# Task statement
In the data, find each line where the word "nowrap" appears and list that line.

(Records excerpted from a collection)
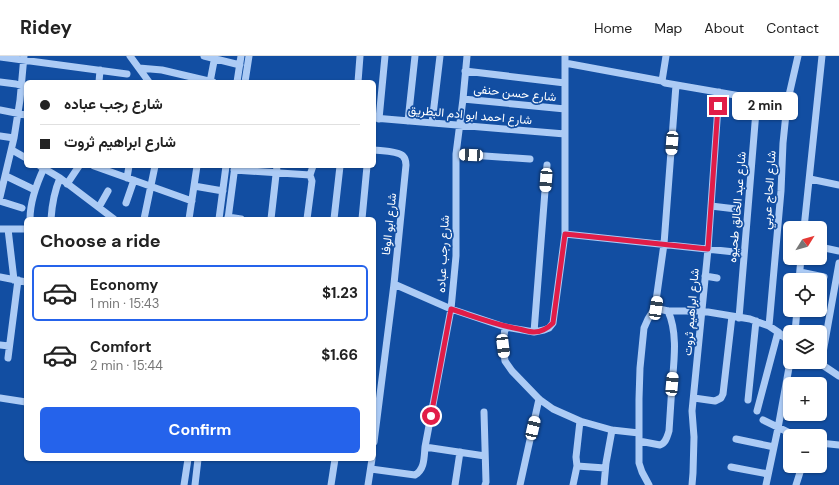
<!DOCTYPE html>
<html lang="en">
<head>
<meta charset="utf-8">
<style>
  :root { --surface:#fff; --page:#f6f6f6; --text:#222; --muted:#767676; --line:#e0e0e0; --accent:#2563eb }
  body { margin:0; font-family:"DM Sans",Vazirmatn,sans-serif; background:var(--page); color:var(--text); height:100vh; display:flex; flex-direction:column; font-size:15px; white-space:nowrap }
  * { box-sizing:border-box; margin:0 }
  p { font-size:13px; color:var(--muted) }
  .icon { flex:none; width:22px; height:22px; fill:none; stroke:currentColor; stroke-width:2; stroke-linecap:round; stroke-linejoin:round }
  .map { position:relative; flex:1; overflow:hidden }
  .drawer { position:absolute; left:24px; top:161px; width:352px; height:244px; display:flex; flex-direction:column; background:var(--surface); border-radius:6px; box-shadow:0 1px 3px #0004 }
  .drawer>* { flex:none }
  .guide { position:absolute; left:24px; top:24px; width:352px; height:88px; border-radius:6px; box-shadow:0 1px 3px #0004; display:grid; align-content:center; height:88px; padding:0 16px; background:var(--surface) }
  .needle { width:26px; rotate:53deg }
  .controls { position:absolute; left:783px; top:165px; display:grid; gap:8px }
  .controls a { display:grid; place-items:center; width:44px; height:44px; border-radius:6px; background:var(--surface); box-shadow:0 1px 3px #0004; font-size:20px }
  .end { position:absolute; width:18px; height:18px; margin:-9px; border:5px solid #e11d48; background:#fff; box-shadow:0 0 0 2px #fff }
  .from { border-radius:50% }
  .bubble { position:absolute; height:28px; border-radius:6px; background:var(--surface); box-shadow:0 1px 3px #0004; font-size:13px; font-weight:700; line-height:28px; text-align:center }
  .car { position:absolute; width:12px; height:24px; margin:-12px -6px; border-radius:5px; box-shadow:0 0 3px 1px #0007; background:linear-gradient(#fff 24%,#345 0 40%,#fff 0 76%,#345 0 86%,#fff 0) }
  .guide b { display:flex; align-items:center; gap:14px; height:38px; font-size:15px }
  .guide b+b { border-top:1px solid var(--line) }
  .guide i { width:10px; height:10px; background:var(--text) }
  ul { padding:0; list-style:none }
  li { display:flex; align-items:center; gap:12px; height:56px; margin:0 8px 6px; padding:0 8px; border:2px solid transparent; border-radius:6px }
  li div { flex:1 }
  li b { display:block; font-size:15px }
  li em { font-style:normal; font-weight:700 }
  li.active { border-color:var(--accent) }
  li>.icon { width:36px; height:36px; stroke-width:1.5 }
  h2 { padding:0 16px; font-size:18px; line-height:48px }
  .cta { display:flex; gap:8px; margin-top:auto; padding:8px 16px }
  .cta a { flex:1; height:46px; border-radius:6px; background:var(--accent); color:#fff; font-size:16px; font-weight:700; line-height:46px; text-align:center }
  header { display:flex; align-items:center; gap:24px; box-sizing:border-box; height:56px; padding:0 20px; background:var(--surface); border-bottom:1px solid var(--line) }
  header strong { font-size:19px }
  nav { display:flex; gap:22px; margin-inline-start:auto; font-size:14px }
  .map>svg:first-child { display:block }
</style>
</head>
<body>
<header>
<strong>Ridey</strong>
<nav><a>Home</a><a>Map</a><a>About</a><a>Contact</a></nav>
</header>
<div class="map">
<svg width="839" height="429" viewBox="0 0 839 429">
  <rect width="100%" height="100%" fill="#124ea2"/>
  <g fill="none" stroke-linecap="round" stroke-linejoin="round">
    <path stroke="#accbf5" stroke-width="7" d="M130 0 149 26
      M204 0 240 9
      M666 0 662 25 665 27 787 48
      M0 1 127 18
      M565 7 662 25
      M139 12 162 14 213 26
      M465 15 565 27
      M0 26 16 28 26 31
      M99 26 100 14
      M210 26 215 0
      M237 26 241 0
      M245 26 249 0
      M358 26 360 0
      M463 43 565 53
      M0 54 26 59
      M374 62 565 78
      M379 63 385 0
      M408 65 415 0
      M432 67 440 0
      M0 80 14 82
      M12 94 26 102
      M374 94C381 95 398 95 403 100 405 102 406 106 406 109L394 228 374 386
      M456 98 530 103
      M40 110 60 122 114 163
      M94 110 192 145
      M234 114 310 119 312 125 307 163
      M310 119 313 110
      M6 120 35 134
      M127 122 129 110
      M810 123 839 129
      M67 128 79 110
      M194 130 223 135
      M0 141 14 82 20 44 24 0
      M0 145 22 152
      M126 147 134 124
      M711 150 736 153
      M99 151 108 135
      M228 161 241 163
      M30 163C30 145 36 129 44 112
      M51 163C52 148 54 136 60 122
      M144 163 155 110
      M189 163 197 110
      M219 163 226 110
      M228 163 235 110
      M271 163 277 110
      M334 163 340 110
      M362 163 367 110
      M804 172 822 0
      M0 173H26
      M8 173 14 224
      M565 178 744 197
      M820 191 839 195
      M800 216 824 221
      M705 220 717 222
      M0 221 26 226
      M799 224 801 202
      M394 228 451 253 505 271 534 276 544 274 549 272 553 267 565 178V0
      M655 252 668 255H702L750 263 769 270 778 276 790 286
      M739 262 757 43
      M769 270 781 135 783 87 787 48 798 0
      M505 271 503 290 505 305 512 315 539 343 553 353 580 365 612 374 639 377
      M534 276 547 109
      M795 276 797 254
      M0 289 9 290
      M8 302 18 224
      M818 306 839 320
      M821 308 839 207
      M0 342 26 346
      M694 342 715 345 721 342 723 338 732 260
      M748 344 756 265
      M757 355 778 276
      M484 356 486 426 485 429
      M763 364 796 380
      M736 383 774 391
      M639 385 660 389C666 387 667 381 669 375 670 359 671 344 672 329 674 305 678 277 668 255
      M820 387 839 389
      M425 391 485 400
      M577 410 605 412
      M731 411 768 418
      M371 413 415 419C425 413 424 401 425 391L451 253 456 200V98L463 43 467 0
      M184 429 188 403
      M195 429 198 403
      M331 429 335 403
      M368 429 372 403
      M455 429 460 396
      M520 429 539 343
      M573 429 577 410 576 401 580 365
      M604 429 606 407 612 374
      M649 429 642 416 639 407V343L640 312 644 272 648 263 655 252 664 188 676 29
      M692 429 693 417 694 381 692 355 708 193 719 36
      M766 429 778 372 790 306
      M796 429 802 410"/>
  </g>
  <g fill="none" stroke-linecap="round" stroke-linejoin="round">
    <path stroke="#e11d48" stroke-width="5" d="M431 360 451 253C473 260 496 269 519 273 524 274 529 276 534 276 542 276 548 272 553 267L565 178 708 193 718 50"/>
  </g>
  <g text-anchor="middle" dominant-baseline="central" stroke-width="3.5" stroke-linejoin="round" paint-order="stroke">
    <g font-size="12" fill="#fff" stroke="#124ea2">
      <text transform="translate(515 37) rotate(6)">شارع حسن حنفى</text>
      <text transform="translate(470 59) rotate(5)">شارع احمد ابو ادم البطريق</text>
      <text transform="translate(769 134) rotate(-86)">شارع الحاج عربي</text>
      <text transform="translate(737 151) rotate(-85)">شارع عبد الخالق طحيوه</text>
      <text transform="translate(389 168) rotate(-84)">شارع ابو الوفا</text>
      <text transform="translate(443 198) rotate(-87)">شارع رجب عباده</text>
      <text transform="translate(691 256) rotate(-85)">شارع ابراهيم ثروت</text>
    </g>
  </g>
</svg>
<div class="controls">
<a><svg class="needle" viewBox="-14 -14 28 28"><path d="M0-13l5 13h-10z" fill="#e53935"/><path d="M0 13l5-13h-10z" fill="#767676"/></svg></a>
<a><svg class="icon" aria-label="locate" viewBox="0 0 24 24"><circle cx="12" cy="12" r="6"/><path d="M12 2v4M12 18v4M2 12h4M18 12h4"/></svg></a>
<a><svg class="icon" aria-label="layers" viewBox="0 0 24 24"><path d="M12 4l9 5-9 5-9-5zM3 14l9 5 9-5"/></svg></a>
<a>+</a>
<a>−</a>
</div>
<i class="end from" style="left:431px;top:360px"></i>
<i class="end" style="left:718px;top:50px"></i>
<div class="bubble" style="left:732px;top:36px;width:66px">2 min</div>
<i class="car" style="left:672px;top:87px;rotate:184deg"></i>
<i class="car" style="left:471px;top:99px;rotate:273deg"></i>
<i class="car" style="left:546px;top:124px;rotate:184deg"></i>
<i class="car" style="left:656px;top:252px;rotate:8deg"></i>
<i class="car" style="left:503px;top:290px;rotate:173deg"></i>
<i class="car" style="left:672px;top:328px;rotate:5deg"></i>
<i class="car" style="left:533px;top:372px;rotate:13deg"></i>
<div class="guide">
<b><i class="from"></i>شارع رجب عباده</b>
<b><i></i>شارع ابراهيم ثروت</b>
</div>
<section class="drawer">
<h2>Choose a ride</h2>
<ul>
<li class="active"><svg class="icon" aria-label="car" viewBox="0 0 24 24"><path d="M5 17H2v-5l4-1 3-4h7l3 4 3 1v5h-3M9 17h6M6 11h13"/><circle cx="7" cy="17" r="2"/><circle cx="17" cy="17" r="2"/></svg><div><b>Economy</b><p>1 min · 15:43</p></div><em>$1.23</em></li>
<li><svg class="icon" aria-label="car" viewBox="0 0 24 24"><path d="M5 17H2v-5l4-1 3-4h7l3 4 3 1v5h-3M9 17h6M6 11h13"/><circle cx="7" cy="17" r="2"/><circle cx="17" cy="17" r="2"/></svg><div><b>Comfort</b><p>2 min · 15:44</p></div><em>$1.66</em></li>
</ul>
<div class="cta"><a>Confirm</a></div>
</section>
</div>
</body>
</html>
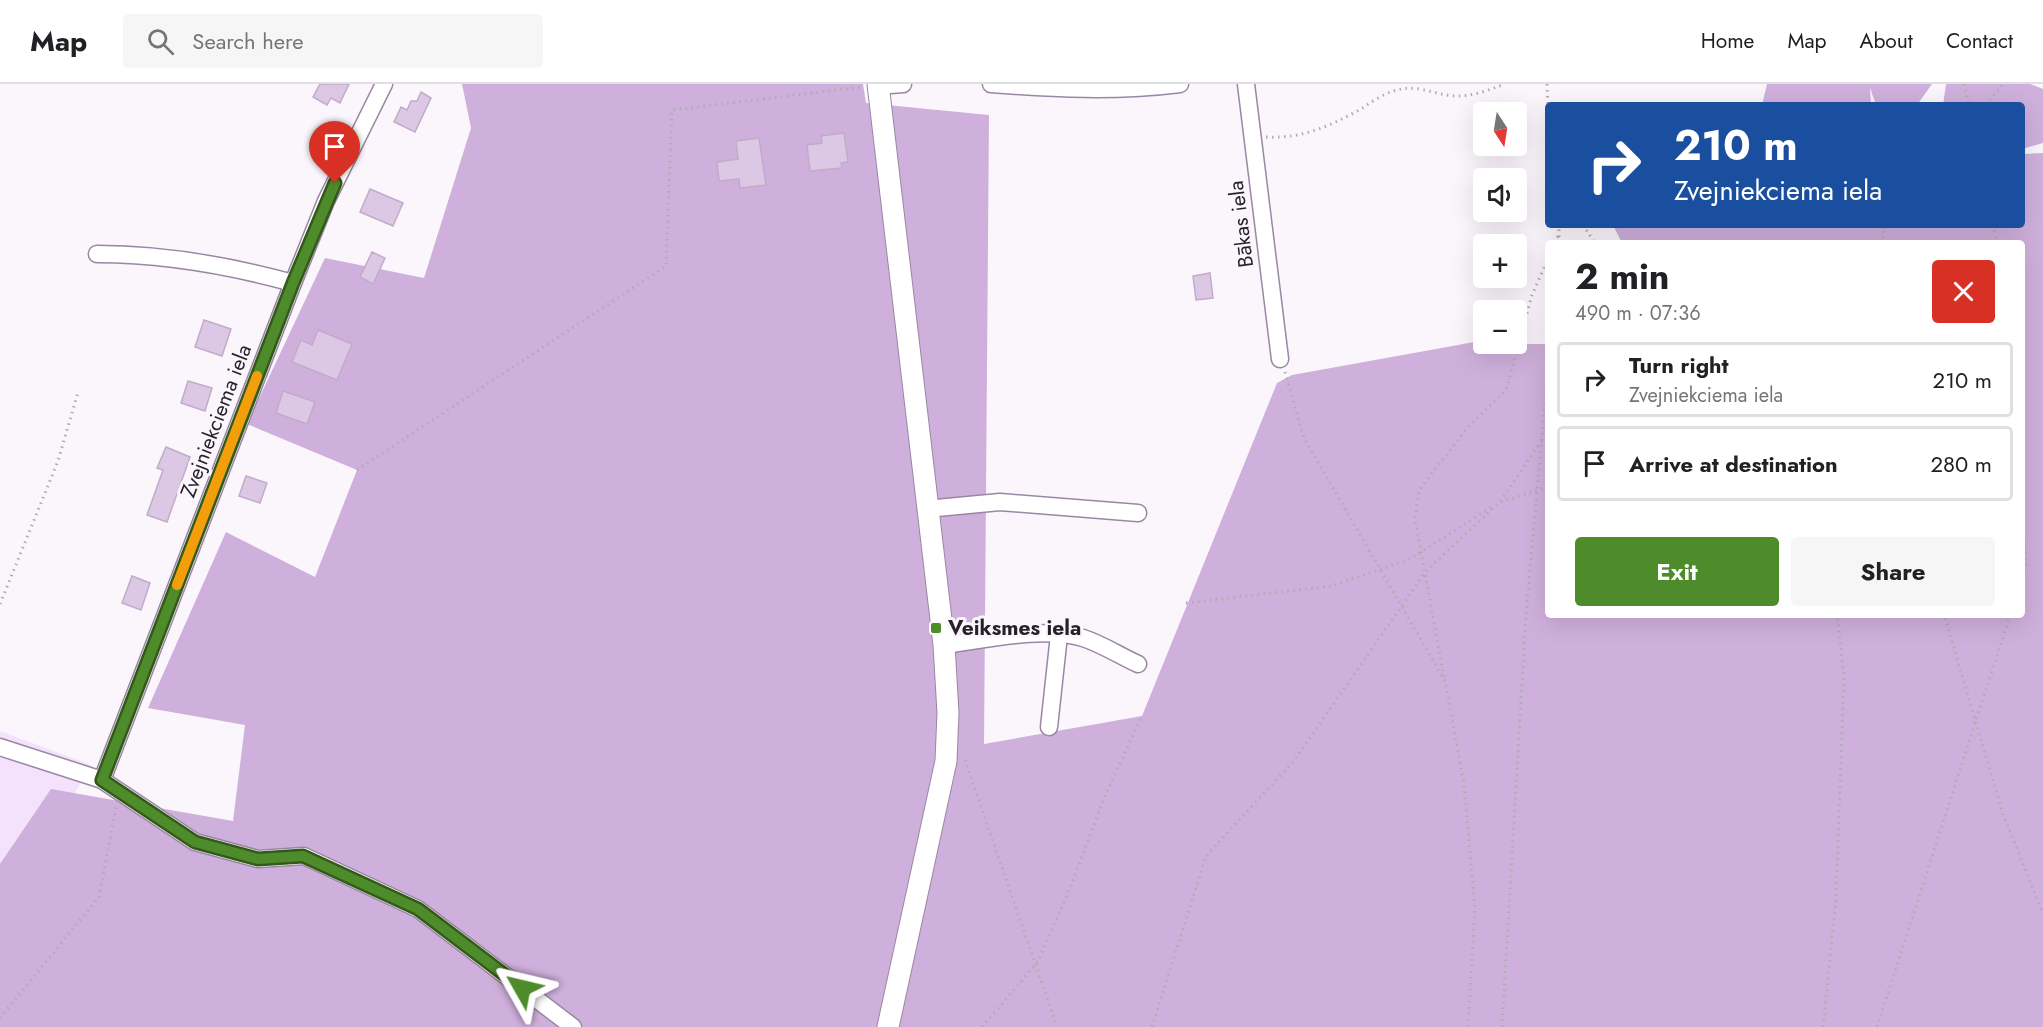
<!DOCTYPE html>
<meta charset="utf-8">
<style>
:root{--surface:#fff;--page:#f6f6f6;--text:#202124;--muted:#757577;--line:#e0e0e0;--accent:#4e8b2a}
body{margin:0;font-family:Jost,sans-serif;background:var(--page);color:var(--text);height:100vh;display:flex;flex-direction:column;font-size:22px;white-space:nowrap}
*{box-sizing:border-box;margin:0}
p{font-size:20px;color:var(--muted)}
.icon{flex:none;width:33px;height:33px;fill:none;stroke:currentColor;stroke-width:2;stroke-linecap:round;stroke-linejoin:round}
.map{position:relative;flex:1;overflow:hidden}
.panel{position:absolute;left:1545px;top:156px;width:480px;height:378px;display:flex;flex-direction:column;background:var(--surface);border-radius:6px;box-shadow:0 6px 24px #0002}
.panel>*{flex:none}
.banner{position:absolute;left:1545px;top:18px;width:480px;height:126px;border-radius:6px;box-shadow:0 6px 24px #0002;background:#1a4fa0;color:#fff;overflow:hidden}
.needle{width:39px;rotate:168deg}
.fabs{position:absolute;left:1473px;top:18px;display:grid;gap:12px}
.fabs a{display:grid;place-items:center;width:54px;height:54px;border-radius:6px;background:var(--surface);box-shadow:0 6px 24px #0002;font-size:30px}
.pin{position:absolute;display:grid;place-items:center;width:51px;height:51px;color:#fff;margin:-62px -26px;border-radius:50% 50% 50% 0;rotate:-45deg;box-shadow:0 0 6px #0007}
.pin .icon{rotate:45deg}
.me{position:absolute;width:66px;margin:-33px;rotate:307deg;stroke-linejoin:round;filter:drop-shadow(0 0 4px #0008)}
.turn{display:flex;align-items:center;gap:21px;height:126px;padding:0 30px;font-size:27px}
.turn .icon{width:78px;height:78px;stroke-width:2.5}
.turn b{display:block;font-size:42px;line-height:51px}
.round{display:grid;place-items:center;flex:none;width:63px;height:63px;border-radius:6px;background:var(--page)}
.head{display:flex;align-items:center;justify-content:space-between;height:102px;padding:0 30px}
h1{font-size:36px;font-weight:700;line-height:45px}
.button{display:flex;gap:12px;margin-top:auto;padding:12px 30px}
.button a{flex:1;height:69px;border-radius:6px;background:var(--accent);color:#fff;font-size:24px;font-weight:700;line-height:69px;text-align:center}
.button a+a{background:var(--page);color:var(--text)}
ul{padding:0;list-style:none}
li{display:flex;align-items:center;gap:18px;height:75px;margin:0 12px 9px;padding:0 18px;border:3px solid var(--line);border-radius:6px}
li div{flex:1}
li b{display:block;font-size:22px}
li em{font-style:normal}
header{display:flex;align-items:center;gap:36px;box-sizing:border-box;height:84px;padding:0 30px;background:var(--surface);border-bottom:2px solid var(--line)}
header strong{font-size:28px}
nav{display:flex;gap:33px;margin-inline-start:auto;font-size:21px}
.search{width:420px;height:54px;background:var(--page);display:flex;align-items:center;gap:15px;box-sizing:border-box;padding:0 21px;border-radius:6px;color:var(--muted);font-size:22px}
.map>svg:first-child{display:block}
.green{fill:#f4e1fc}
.forest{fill:#cfb0dc}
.building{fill:#dcc7e5;stroke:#c0acc9;stroke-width:1.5}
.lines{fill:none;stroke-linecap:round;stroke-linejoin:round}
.minor-casing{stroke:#9a87a3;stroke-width:19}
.major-casing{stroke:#9a87a3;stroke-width:23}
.path{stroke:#b0aab1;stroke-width:3;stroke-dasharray:1.5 4.5;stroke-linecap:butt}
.minor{stroke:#fff;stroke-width:16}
.major{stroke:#fff;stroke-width:21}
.route-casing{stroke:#335a1b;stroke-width:15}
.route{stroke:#4e8b2a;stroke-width:10}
.slow{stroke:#f59e0b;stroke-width:10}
.poi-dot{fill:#4e8b2a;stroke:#fbf6fc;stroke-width:2}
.labels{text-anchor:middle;stroke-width:6;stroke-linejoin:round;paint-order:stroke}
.street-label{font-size:21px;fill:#271f2a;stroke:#fbf6fc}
.poi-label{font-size:21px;font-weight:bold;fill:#271f2a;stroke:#fbf6fc;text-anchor:start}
</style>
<header>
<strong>Map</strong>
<div class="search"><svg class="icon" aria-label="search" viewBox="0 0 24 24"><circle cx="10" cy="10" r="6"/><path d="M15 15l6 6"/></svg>Search here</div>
<nav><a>Home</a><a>Map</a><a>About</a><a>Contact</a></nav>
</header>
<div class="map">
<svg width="2043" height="943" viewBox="0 0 2043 943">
<rect width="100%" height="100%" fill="#fbf6fc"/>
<!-- green -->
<polygon class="green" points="0,647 91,681 0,836"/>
<!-- forest -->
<g class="forest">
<polygon points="462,0 863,0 866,19 989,31 984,660 1142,632 1277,299 1292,291 1480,257 1483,257 1484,260 1548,260 1548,531 2022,531 2022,159 1622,159 1613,141 2022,141 2022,70 2043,69 2043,943 0,943 0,780 51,705 233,737 245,641 148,624 226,448 315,493 357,386 247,340 325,174 424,194 471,44"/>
<polygon points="1767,0 1932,0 1917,21 1876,21 1870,4 1871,21 1762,21"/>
<polygon points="1946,0 2030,0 2043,5 2043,59 2022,65 2022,21 1943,21"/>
</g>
<!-- building -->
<g class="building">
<polygon points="320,0 349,0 340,19 331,14 327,21 313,13"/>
<polygon points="421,8 431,14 415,48 394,38 401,23 407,26 411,17 417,17"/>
<polygon points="844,49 848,78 841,79 842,84 810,87 807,61 822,59 821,52"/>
<polygon points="759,54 766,101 740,104 739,95 719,97 717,78 738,75 736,57"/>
<polygon points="370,105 403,119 393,142 360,128"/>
<polygon points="372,168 385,174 373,200 360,193"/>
<polygon points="1210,189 1213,214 1196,216 1193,192"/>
<polygon points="204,236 231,245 222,272 195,263"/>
<polygon points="318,246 352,260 337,296 292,278 301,256 312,261"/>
<polygon points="188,297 212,304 205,327 181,319"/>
<polygon points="283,307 315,318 307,340 276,329"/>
<polygon points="166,363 190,373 167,438 147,431 163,386 157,384"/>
<polygon points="246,392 267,399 260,419 239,412"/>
<polygon points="132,492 150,499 141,526 122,519"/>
</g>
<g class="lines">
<!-- minor casing -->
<g class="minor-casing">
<g id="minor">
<path d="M 991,0 C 1055,5 1116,8 1180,0"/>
<polyline points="1246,0 1280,275"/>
<polyline points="878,2 903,0"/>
<path d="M 97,170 C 162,170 231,182 293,199"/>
<polyline points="926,425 1000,418 1138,429"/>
<path d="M 944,561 C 984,556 1044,542 1083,554 C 1102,560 1120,572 1138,580"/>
<polyline points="1049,643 1059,551"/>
<polyline points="0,663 102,696 195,758 258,775 304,772 418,825 573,943"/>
<polyline points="102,696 293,199 326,117 384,0"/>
</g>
</g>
<!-- major casing -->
<g class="major-casing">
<polyline id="major" points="878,0 944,561 948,629 946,677 888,943"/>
</g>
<!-- path -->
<g class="path">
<polyline points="1547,0 1548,22"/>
<polyline points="1964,0 1969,21"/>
<polyline points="1986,21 2003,0"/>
<path d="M 1266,53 C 1302,55 1330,42 1361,25 C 1373,17 1387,7 1402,5 C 1417,2 1433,9 1447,11 C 1467,15 1486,7 1505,0"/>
<polyline points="1583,141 1595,159"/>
<polyline points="1883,141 1883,159"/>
<polyline points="1993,141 1997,159"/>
<polyline points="1555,159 1559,150"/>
<polyline points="1559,159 1559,141"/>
<polyline points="1285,288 1304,354 1445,597 1464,700 1475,824 1468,943"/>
<polyline points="357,386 666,182 672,26 862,3"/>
<polyline points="1501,418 1548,403"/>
<polyline points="2022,426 2026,483 2022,494"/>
<polyline points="1186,519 1332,502 1410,475 1493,422"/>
<polyline points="0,520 58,377 78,308"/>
<polyline points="1945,534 2003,730 2043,830"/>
<polyline points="1444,593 1415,435 1419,406 1469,342 1506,306 1532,211 1548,175"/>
<polyline points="965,676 1057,943"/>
<polyline points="0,934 99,813 116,723"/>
<polyline points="982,943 1037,879 1068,809 1105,712 1142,632"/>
<polyline points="1152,943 1206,772 1293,678 1426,487 1500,418 1542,356"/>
<polyline points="1502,943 1526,531 1548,285"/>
<polyline points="1823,943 1836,815 1844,593 1837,531"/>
<polyline points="1877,943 2010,531"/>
</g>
<!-- minor -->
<use href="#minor" class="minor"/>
<!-- major -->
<use href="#major" class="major"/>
</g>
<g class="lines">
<!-- route casing -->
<g class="route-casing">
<polyline id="route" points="335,99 293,199 102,696 195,758 258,775 303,772 418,825 522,904"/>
</g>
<!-- route -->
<use href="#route" class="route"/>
<!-- slow -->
<polyline class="slow" points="177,501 257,292"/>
</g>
<!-- markers -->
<rect class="poi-dot" x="930" y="538" width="12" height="12" rx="3"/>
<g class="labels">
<!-- street labels -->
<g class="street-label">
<text transform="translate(1241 140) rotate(-97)" y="7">Bākas iela</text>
<text transform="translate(216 337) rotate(-69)" y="7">Zvejniekciema iela</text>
</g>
<!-- poi labels -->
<g class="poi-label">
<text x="948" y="551">Veiksmes iela</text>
</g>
</g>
</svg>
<div class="fabs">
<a><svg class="needle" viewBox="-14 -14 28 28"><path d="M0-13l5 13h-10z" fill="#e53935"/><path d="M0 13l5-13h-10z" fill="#757577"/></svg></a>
<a><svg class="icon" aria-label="sound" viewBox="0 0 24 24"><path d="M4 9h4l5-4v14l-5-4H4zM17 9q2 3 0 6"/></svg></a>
<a>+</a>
<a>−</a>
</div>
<div class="pin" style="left:335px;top:99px;background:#d93025"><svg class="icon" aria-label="arrive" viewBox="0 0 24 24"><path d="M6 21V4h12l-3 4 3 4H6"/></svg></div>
<svg class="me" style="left:522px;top:904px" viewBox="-20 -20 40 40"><path d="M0-17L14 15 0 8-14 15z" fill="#4e8b2a" stroke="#fff" stroke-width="4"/></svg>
<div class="banner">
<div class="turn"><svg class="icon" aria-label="right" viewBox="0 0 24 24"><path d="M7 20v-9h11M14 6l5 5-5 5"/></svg><div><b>210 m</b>Zvejniekciema iela</div></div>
</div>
<section class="panel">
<div class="head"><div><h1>2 min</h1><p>490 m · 07:36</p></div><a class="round" style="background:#d93025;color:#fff"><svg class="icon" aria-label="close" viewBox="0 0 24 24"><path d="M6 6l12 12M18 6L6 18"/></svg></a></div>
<ul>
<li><svg class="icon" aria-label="right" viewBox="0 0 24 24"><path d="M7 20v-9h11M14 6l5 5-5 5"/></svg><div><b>Turn right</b><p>Zvejniekciema iela</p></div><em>210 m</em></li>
<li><svg class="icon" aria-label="arrive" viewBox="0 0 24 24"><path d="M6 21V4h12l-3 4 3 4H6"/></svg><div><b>Arrive at destination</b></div><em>280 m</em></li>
</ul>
<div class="button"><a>Exit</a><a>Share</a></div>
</section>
</div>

# Reply to the task
  body { margin:0; font-family:"DM Sans",Vazirmatn,sans-serif; background:var(--page); color:var(--text); height:100vh; display:flex; flex-direction:column; font-size:15px; white-space:nowrap }
body{margin:0;font-family:Jost,sans-serif;background:var(--page);color:var(--text);height:100vh;display:flex;flex-direction:column;font-size:22px;white-space:nowrap}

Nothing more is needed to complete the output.